Consider $N$ independent exponential distributed random variables $X_1, X_2, \cdots X_N$ with same parameter $\lambda$. What is the expected value of random variable, suppose N is very large:
$$
X=\frac{X_1^2+X_2^2+\cdots X_N^2}{X_1+X_2 + \cdots +X_N}
$$
By computer simulation, I found the answer is $2/\lambda$. The code is simple enough, however, due to so many random variables, I don't know how this problem can be formulated in simple analytical means. Here is the code:
In [1]: import numpy as np
In [3]: ar = np.random.exponential(size=10000)
In [4]: ar.mean()
Out[4]: 0.9996274823304305
In [5]: ar.dot(ar)/ar.sum()
Out[5]: 1.970052388599698
Best Answer
Here is an exact derivation for finite $n$. We first use the integral identity
$$z^{-1} = \int_0^{\infty} e^{-zs} ds $$
which is valid for $z > 0$. Furthermore, it follows that
$$\mathbb{E}\left[ \frac{X_1^2}{X_1 + \cdots + X_N} \right] = \mathbb{E}\left[ \frac{X_2^2}{X_1 + \cdots + X_N} \right] = \cdots = \mathbb{E}\left[ \frac{X_N^2}{X_1 + \cdots + X_N} \right] $$ by symmetry so it suffices to find only one of the above expected values and multiply by $N$ at the end.
Now,
$$ \mathbb{E}\left[ \frac{X_1^2}{X_1 + \cdots + X_N} \right] = \int_0^{\infty} \mathbb{E}[X_1^2e^{-(X_1 + \cdots + X_N)s}] \ ds = \int_0^{\infty} \mathbb{E}[X_1^2e^{-sX_1}] \mathbb{E}[e^{-sX_2}] \cdots \mathbb{E}[e^{-sX_N}] \ ds.$$
Note that moving the expected value inside the integral is justified since everything is non-negative.

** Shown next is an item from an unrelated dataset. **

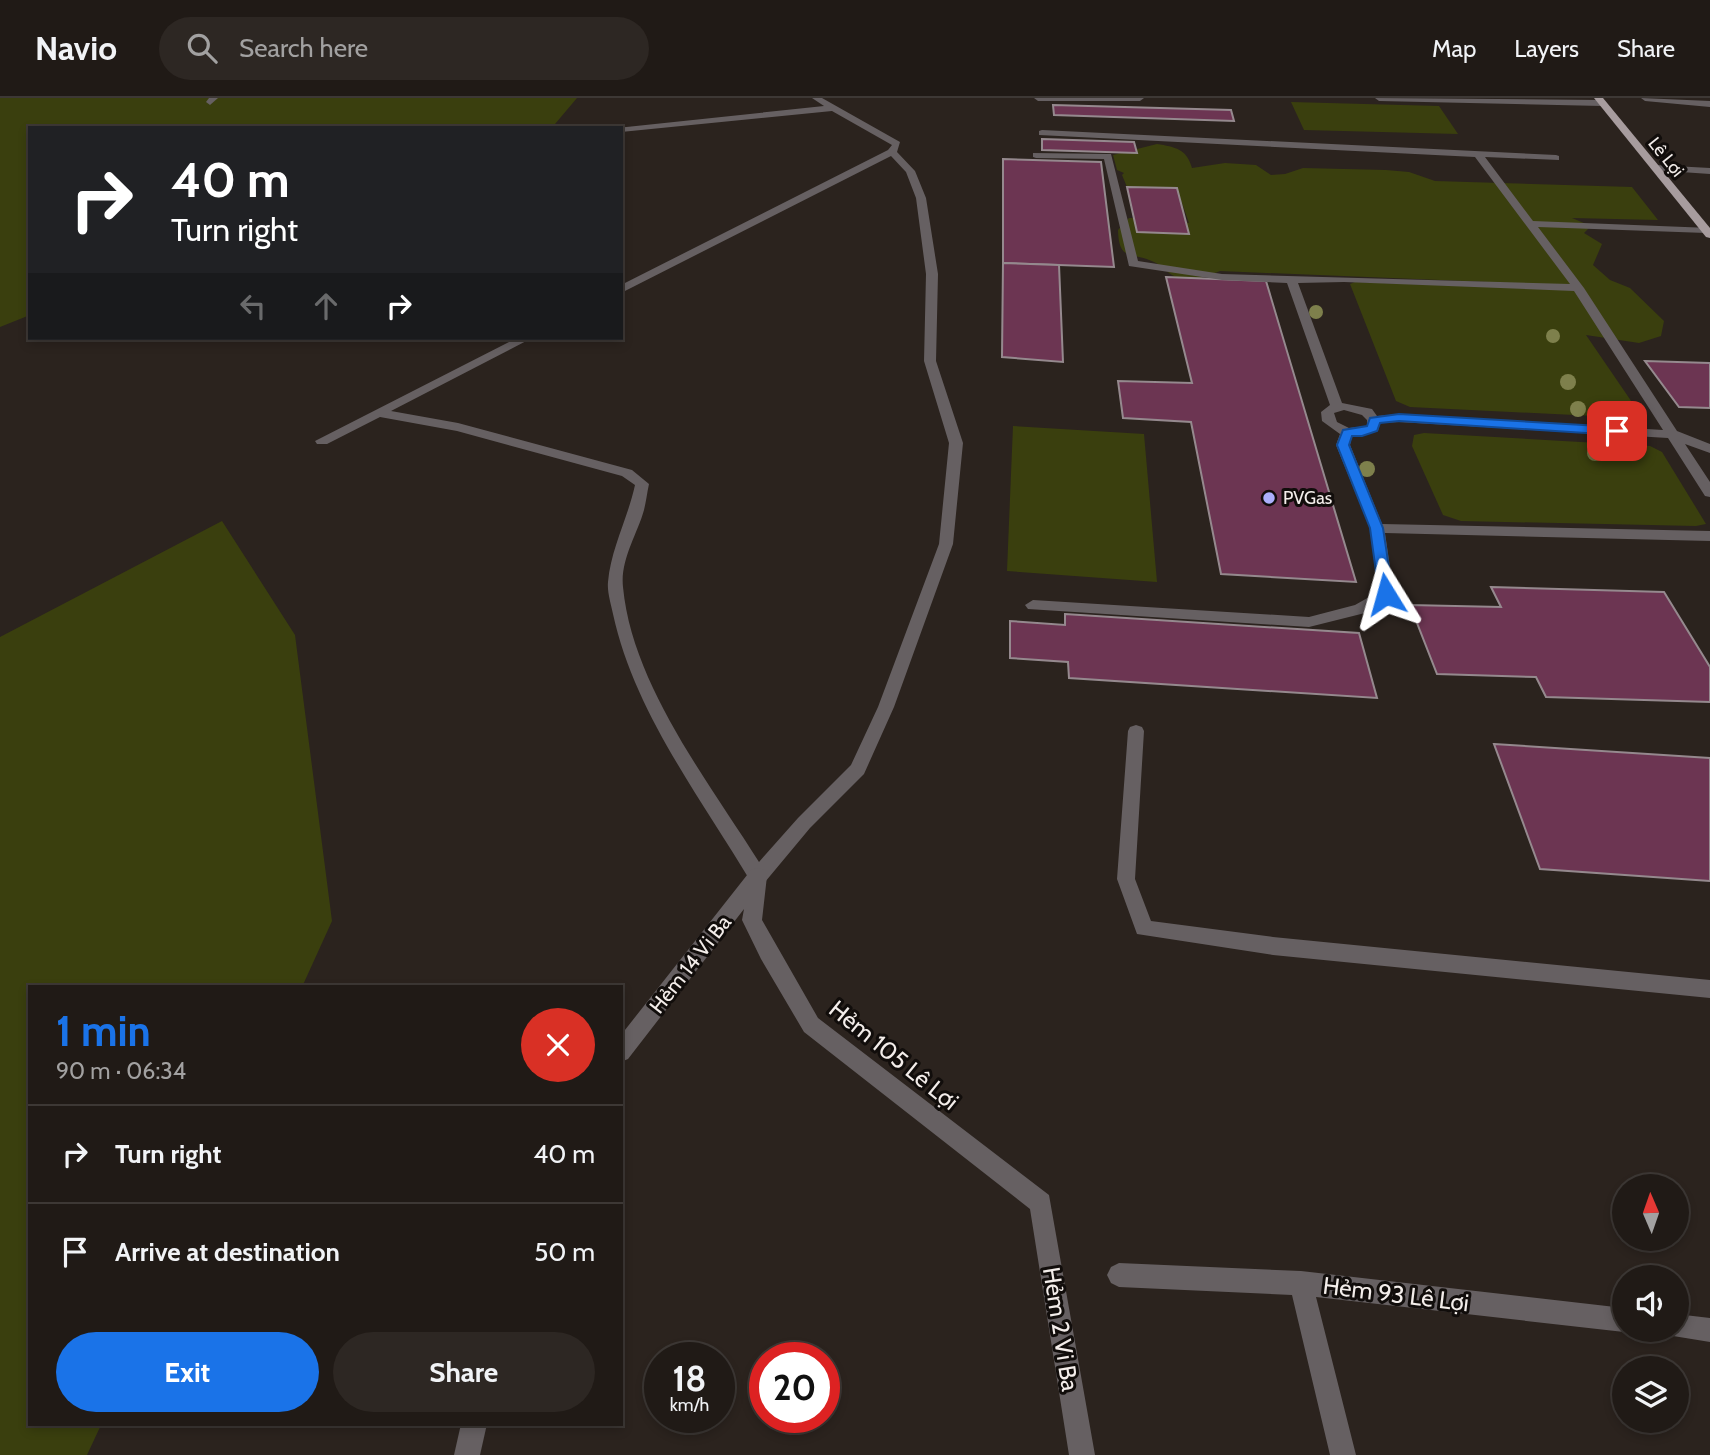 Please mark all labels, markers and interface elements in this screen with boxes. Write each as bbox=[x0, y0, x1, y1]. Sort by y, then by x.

Now using the pdf of the exponential distribution, we can compute the following two quantities easily:
$$ \mathbb{E}[e^{-sX_i}] = \frac{\lambda}{\lambda + s} $$
and
$$ \mathbb{E}[X_1^2e^{-sX_1}] = \frac{2\lambda}{(\lambda + s)^3}.$$
So altogether, we have
$$\mathbb{E}\left[ \frac{X_1^2}{X_1 + \cdots + X_N} \right] = 2\lambda^n \int_0^{\infty} \frac{1}{(s+\lambda)^{n+2}} \ ds = \frac{2}{\lambda (n+1)}.$$
Therefore, our desired value is $\frac{2n}{\lambda(n+1)}.$ Non asymptotic results are much nicer :P.